Shannon began his big league career with the St. Louis Cardinals in 1962. In 1964, he became the team's regular right fielder, shifting to third base (in order to make room for the newly acquired Roger Maris) in 1967. Shannon played in three World Series for the Cardinals. He hit a game-tying two-run homer off Whitey Ford in Game 1 of the 1964 World Series against the New York Yankees, which St. Louis won 9–5.

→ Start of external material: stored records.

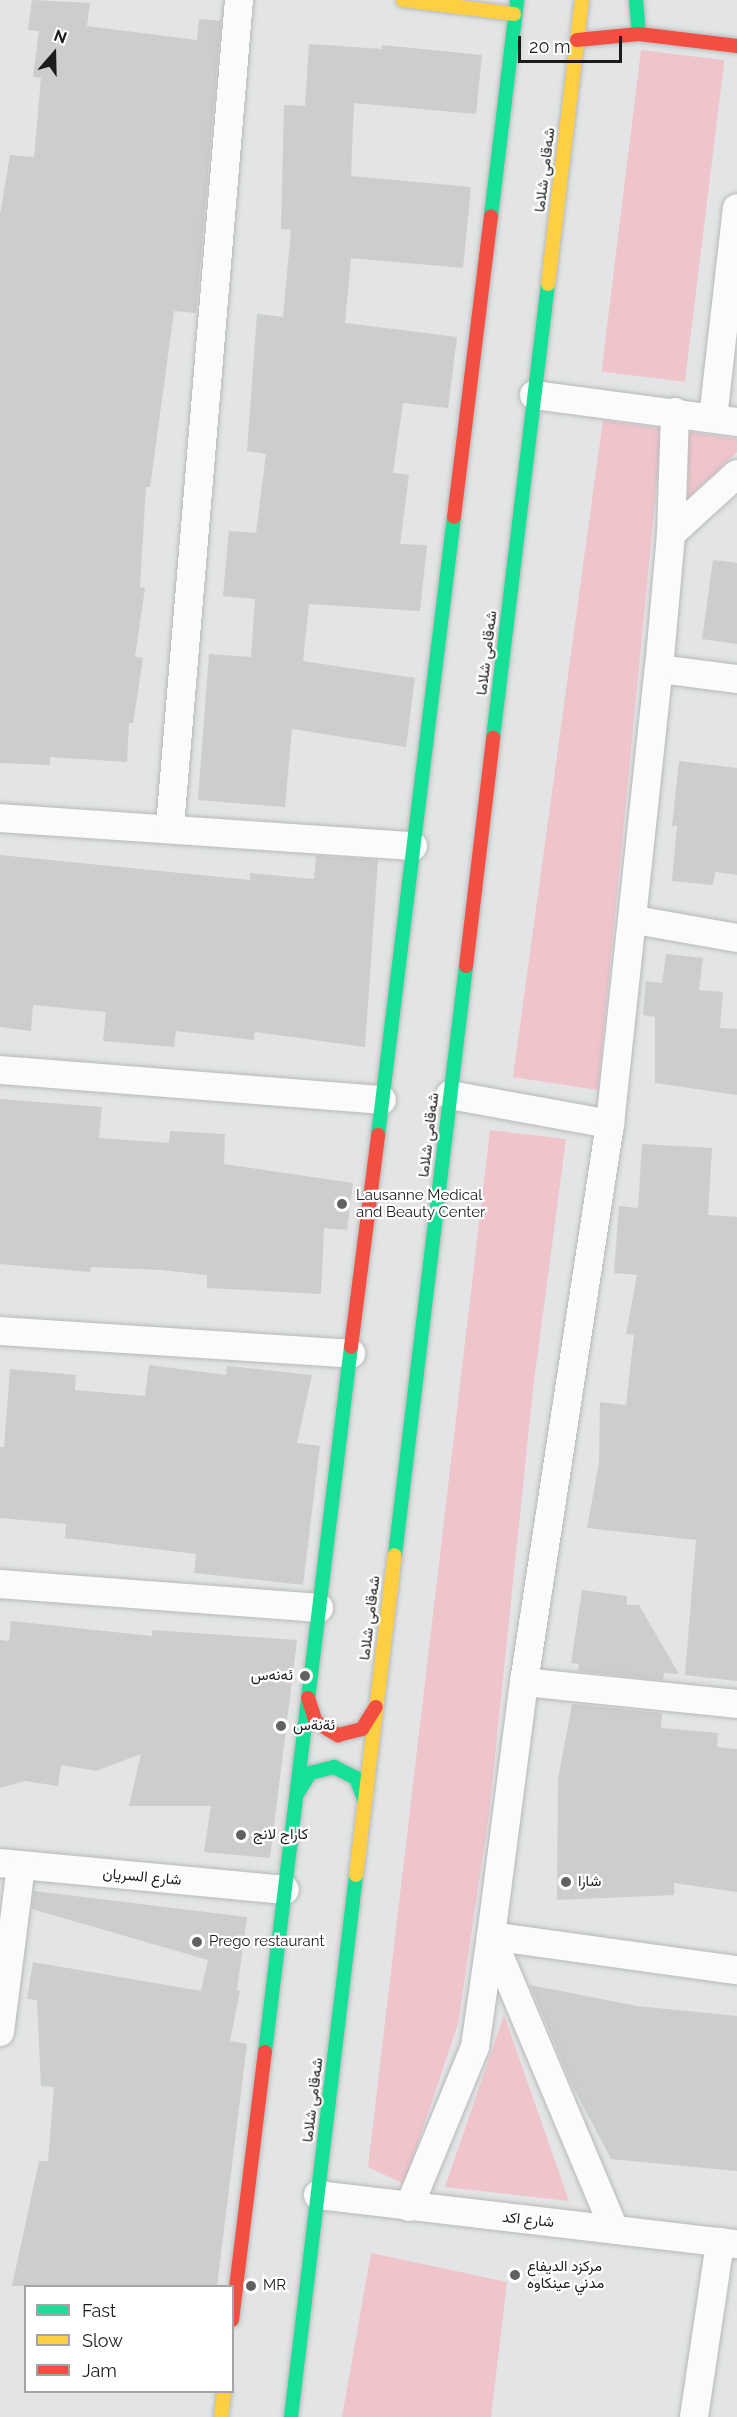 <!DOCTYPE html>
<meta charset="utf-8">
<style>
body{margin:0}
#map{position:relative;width:737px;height:2417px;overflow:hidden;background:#e2e4e5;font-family:Raleway,Vazirmatn,sans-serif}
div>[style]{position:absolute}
.green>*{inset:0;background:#efc4cb;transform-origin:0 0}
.building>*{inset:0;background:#cccdce}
.roads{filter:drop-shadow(0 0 2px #b7b9b9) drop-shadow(0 0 2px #b7b9b9)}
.street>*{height:28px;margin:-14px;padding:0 14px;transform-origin:14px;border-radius:14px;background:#fbfbfb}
.fast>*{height:14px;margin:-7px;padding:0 7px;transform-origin:7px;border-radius:7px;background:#16e098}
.slow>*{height:14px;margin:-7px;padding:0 7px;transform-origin:7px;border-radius:7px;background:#ffcf43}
.jam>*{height:14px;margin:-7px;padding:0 7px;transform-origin:7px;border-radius:7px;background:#f24e42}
.dots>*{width:16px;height:16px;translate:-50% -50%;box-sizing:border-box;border:3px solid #fff;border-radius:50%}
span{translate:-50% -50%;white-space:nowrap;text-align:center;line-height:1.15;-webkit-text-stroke:4.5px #fff;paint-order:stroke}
.street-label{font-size:15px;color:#1a1c1c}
.poi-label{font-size:15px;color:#1a1c1c}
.left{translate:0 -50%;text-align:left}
.right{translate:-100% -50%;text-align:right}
.legend{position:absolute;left:24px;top:2285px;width:210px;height:108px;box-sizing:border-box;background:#fff;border:2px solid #a3a4a4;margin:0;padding:8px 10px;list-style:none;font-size:18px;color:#1a1c1c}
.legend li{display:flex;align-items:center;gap:12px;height:30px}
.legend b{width:30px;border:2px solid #a3a4a4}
.north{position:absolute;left:24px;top:24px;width:60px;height:60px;-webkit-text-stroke:4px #fff;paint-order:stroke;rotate:20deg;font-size:16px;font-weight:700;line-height:24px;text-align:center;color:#1a1c1c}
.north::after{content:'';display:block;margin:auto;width:21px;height:27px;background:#1a1c1c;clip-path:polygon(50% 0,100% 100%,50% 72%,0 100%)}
.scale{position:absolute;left:518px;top:36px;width:104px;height:27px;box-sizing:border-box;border:3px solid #1a1c1c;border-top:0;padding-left:8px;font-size:18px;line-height:21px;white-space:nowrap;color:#1a1c1c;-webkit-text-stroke:4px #fff;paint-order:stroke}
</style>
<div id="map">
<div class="green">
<div style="left:641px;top:50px;width:84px;height:324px;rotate:7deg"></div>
<div style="clip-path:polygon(603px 420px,662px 429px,598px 1090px,513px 1077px)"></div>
<div style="clip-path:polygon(688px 432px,737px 439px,737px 452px,688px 498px)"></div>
<div style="clip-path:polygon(490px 1130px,566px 1139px,533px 1389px,489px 1814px,458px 2024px,404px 2184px,368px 2167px)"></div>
<div style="clip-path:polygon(504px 2015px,569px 2201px,445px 2187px)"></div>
<div style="clip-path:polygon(371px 2253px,507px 2282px,491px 2417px,342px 2417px)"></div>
</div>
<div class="building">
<div style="clip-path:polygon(32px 0,90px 3px,87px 26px,197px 40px,199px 19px,221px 21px,196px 313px,174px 311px,150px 487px,146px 487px,140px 587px,145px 588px,135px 657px,143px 658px,133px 723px,129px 723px,127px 762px,50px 757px,50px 765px,0 763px,0 215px,10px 155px,34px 157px,41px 78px,33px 77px,39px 31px,28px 30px)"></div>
<div style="clip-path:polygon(309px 44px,382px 49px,382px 45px,482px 55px,476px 114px,354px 103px,351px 176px,471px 187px,463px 268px,351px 258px,345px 323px,457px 337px,448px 408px,403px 403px,393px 473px,409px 475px,400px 544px,427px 545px,420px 611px,309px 604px,303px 661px,415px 678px,406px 747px,292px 729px,285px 807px,198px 800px,209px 654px,251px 657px,255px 599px,223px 596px,229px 531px,256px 533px,266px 454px,247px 451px,257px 314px,283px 317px,291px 230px,281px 229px,284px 105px,305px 106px)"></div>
<div style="clip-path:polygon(713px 560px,737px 563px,737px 644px,702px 639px)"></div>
<div style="clip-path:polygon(679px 761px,737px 768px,737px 875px,715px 872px,713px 885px,672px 881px,677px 826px,672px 826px)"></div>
<div style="clip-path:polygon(0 855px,250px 880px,250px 873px,314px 879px,316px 856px,378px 860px,365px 1047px,255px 1032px,254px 1040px,176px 1031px,174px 1047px,103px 1041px,106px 1012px,33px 1005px,31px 1031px,0 1027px)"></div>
<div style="clip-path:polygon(666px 954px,703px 958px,699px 990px,723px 992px,720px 1028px,737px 1029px,737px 1095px,655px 1083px,655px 1017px,643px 1015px,646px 981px,662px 983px)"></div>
<div style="clip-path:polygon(0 1099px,102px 1107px,99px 1138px,169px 1143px,170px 1131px,225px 1134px,224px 1164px,353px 1183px,347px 1230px,324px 1228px,321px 1294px,207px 1288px,207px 1275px,161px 1270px,91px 1267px,90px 1272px,0 1264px)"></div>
<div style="clip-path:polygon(642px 1144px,712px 1148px,708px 1215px,737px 1217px,737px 1681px,685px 1675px,696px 1540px,587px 1528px,599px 1462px,600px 1402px,626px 1405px,634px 1335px,626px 1334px,637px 1275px,614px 1273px,619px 1206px,638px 1208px)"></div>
<div style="clip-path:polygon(149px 1365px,226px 1375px,227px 1366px,312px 1375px,297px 1443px,320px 1446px,303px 1585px,194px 1573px,196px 1554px,65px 1538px,66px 1524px,0 1518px,0 1447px,4px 1447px,10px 1369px,76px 1375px,75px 1390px,145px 1396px)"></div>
<div style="clip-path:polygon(582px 1590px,627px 1596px,627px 1605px,639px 1605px,679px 1674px,664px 1673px,663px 1680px,578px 1671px,579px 1664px,571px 1663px)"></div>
<div style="clip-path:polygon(11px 1621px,152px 1636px,152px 1630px,297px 1640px,270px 1858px,204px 1852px,211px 1806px,129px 1806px,141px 1754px,96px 1771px,61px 1765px,58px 1786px,25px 1781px,0 1788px,0 1640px,9px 1641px)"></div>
<div style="clip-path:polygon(572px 1704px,662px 1713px,661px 1728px,718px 1733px,717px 1747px,737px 1749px,737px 1892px,674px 1883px,674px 1895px,557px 1900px,558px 1779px)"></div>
<div style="clip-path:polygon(34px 1891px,247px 1917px,237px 1990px,240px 1991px,230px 2041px,247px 2044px,217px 2286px,12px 2286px,39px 2161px,48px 2161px,54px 2087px,41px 2086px,37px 2000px,27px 1999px,33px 1962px,201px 1991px,208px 1960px,32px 1909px)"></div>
<div style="clip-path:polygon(530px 1985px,637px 2006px,737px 2016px,737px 2171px,611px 2159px,572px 2085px)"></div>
</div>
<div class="roads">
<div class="street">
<div style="left:534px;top:395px;width:205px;rotate:7.6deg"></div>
<div style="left:713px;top:418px;width:211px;rotate:-83.5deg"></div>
<div style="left:671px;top:534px;width:89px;rotate:-42.3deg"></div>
<div style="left:659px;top:669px;width:79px;rotate:7.3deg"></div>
<div style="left:0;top:818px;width:414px;rotate:3.9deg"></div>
<div style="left:170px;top:827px;width:830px;rotate:-85.23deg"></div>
<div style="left:635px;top:920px;width:104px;rotate:10deg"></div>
<div style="left:0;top:1070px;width:383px;rotate:4.5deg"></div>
<div style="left:450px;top:1095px;width:163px;rotate:10.3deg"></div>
<div style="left:0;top:1331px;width:352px;rotate:3.7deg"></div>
<div style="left:0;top:1584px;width:320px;rotate:4.3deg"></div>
<div style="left:524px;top:1682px;width:214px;rotate:5.9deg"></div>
<div style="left:0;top:1863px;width:286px;rotate:5.4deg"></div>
<div style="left:491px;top:1936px;width:318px;rotate:67.2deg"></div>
<div style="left:491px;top:1936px;width:248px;rotate:7.9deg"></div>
<div style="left:0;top:2032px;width:167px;rotate:-82.8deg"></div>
<div style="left:318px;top:2195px;width:422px;rotate:6.7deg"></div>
<div style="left:409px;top:2207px;width:173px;rotate:-67.6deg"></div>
<div style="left:475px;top:2047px;width:112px;rotate:-81.8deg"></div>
<div style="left:491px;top:1936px;width:256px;rotate:-82.6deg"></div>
<div style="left:524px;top:1682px;width:565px;rotate:-81.24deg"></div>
<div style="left:610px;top:1124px;width:458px;rotate:-83.9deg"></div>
<div style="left:659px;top:669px;width:136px;rotate:-84.9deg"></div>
<div style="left:671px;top:534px;width:122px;rotate:-88.1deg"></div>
<div style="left:694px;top:2417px;width:177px;rotate:-81.5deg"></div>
</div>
<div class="fast">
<div style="left:636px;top:0;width:34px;rotate:85deg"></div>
<div style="left:491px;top:216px;width:218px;rotate:-83.1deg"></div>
<div style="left:493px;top:738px;width:457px;rotate:-83.1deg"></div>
<div style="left:378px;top:1135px;width:623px;rotate:-82.99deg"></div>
<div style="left:395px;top:1555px;width:593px;rotate:-83.13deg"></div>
<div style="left:297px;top:1794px;width:25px;rotate:-58deg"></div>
<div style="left:310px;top:1773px;width:25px;rotate:-14deg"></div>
<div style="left:334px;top:1767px;width:25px;rotate:27deg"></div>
<div style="left:356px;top:1778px;width:25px;rotate:69deg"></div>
<div style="left:265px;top:2052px;width:710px;rotate:-83.05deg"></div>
<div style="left:291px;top:2417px;width:546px;rotate:-83.16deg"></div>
</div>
<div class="slow">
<div style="left:403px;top:0;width:112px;rotate:7.2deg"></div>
<div style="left:548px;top:284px;width:286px;rotate:-83.2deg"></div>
<div style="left:356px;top:1875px;width:322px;rotate:-83.1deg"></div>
<div style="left:221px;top:2417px;width:25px;rotate:-83deg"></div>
</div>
<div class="jam">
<div style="left:577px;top:40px;width:62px;rotate:-5.5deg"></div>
<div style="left:639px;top:34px;width:99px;rotate:7deg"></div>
<div style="left:454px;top:517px;width:303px;rotate:-83deg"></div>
<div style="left:466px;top:966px;width:230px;rotate:-83.2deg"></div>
<div style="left:351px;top:1347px;width:214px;rotate:-82.7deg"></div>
<div style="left:308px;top:1698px;width:25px;rotate:72deg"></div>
<div style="left:316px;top:1722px;width:26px;rotate:31deg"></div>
<div style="left:338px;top:1735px;width:25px;rotate:-14deg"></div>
<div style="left:362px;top:1729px;width:26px;rotate:-58deg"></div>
<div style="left:232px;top:2320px;width:270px;rotate:-83deg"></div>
</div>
</div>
<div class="dots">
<div style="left:342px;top:1204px;background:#606262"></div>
<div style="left:305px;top:1676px;background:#606262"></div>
<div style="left:281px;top:1726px;background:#606262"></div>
<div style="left:241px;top:1835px;background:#606262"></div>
<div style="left:566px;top:1882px;background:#606262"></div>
<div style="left:197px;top:1942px;background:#606262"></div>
<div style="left:515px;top:2275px;background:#606262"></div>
<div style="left:251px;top:2286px;background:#606262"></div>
</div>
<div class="street-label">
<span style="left:545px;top:170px;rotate:-83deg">شەقامی شلاما</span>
<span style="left:487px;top:653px;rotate:-83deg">شەقامی شلاما</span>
<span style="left:429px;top:1135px;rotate:-83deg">شەقامی شلاما</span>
<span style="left:370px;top:1618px;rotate:-83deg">شەقامی شلاما</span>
<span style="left:142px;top:1877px;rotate:5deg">شارع السريان</span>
<span style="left:313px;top:2100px;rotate:-83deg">شەقامی شلاما</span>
<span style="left:528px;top:2220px;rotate:6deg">شارع اكد</span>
</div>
<div class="poi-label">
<span class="left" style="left:356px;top:1204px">Lausanne Medical<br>and Beauty Center</span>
<span class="right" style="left:293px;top:1676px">ئەنەس</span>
<span class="left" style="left:293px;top:1726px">ئةنةس</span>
<span class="left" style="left:253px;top:1835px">كاراج لانج</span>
<span class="left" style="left:578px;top:1882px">شارا</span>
<span class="left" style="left:209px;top:1942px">Prego restaurant</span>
<span class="left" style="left:527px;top:2275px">مرکزد الدیفاع<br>مدني عينكاوه</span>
<span class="left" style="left:263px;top:2286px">MR</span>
</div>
<ul class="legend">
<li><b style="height:8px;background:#16e098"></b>Fast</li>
<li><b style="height:8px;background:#ffcf43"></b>Slow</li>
<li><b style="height:8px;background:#f24e42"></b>Jam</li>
</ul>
<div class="north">N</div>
<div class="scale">20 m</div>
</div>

In 1966, Shannon batted .288 in 137 games played with 16 home runs and 64 runs batted in (RBIs). He was named the National League's (NL) Player of the Month in July (.395, seven home runs, 23 RBIs). For 1968, he batted .266 in 156 games, with 15 home runs and 79 RBIs; he finished in seventh place in voting for the NL Most Valuable Player Award, behind teammates Bob Gibson, Curt Flood, and Lou Brock, as well as Giants Willie McCovey and Juan Marichal, and Pete Rose of the Cincinnati Reds.

 

In Game 3 of the 1967 World Series against the Boston Red Sox, Shannon hit a home run off Gary Bell. In Game 7 of the 1968 World Series against the Detroit Tigers, Shannon's solo home run off Mickey Lolich was the Cardinals' only run off Lolich as the Tigers clinched. Shannon also hit the last home run in Sportsman's Park in 1966 and the first one for the Cardinals in Busch Memorial Stadium. In 1970, he contracted nephritis, a kidney disease, which ended his playing career.

For almost three decades Shannon was paired with Hall of Fame announcer Jack Buck on AM 1120 KMOX and the Cardinals Radio Network. After Buck's death in 2002, Shannon became the team's lead radio voice, teaming with Joel Meyers (2002), Wayne Hagin (2003–2005), and John Rooney (2006–2021). In 2006, he moved to KTRS (550) which had won broadcasting rights for the Cardinals and ownership of the station. For the 2011 season, KMOX regained the rights for Cardinals broadcasting and Shannon returned to his former employer.

Shannon received a local Emmy Award for his work on Cardinal broadcasts in 1985, and was inducted into the Missouri Sports Hall of Fame in 1999. He was named Missouri Sportscaster of the Year in 2002 and 2003.

Shannon's signature home run call is "Here's a long one to left/center/right, get up baby, get up, get up...oh yeah!"

During the 1980s, Shannon worked as a backup analyst behind Joe Garagiola and Tony Kubek for NBC's Game of the Week telecasts, typically working with play-by-play man Jay Randolph.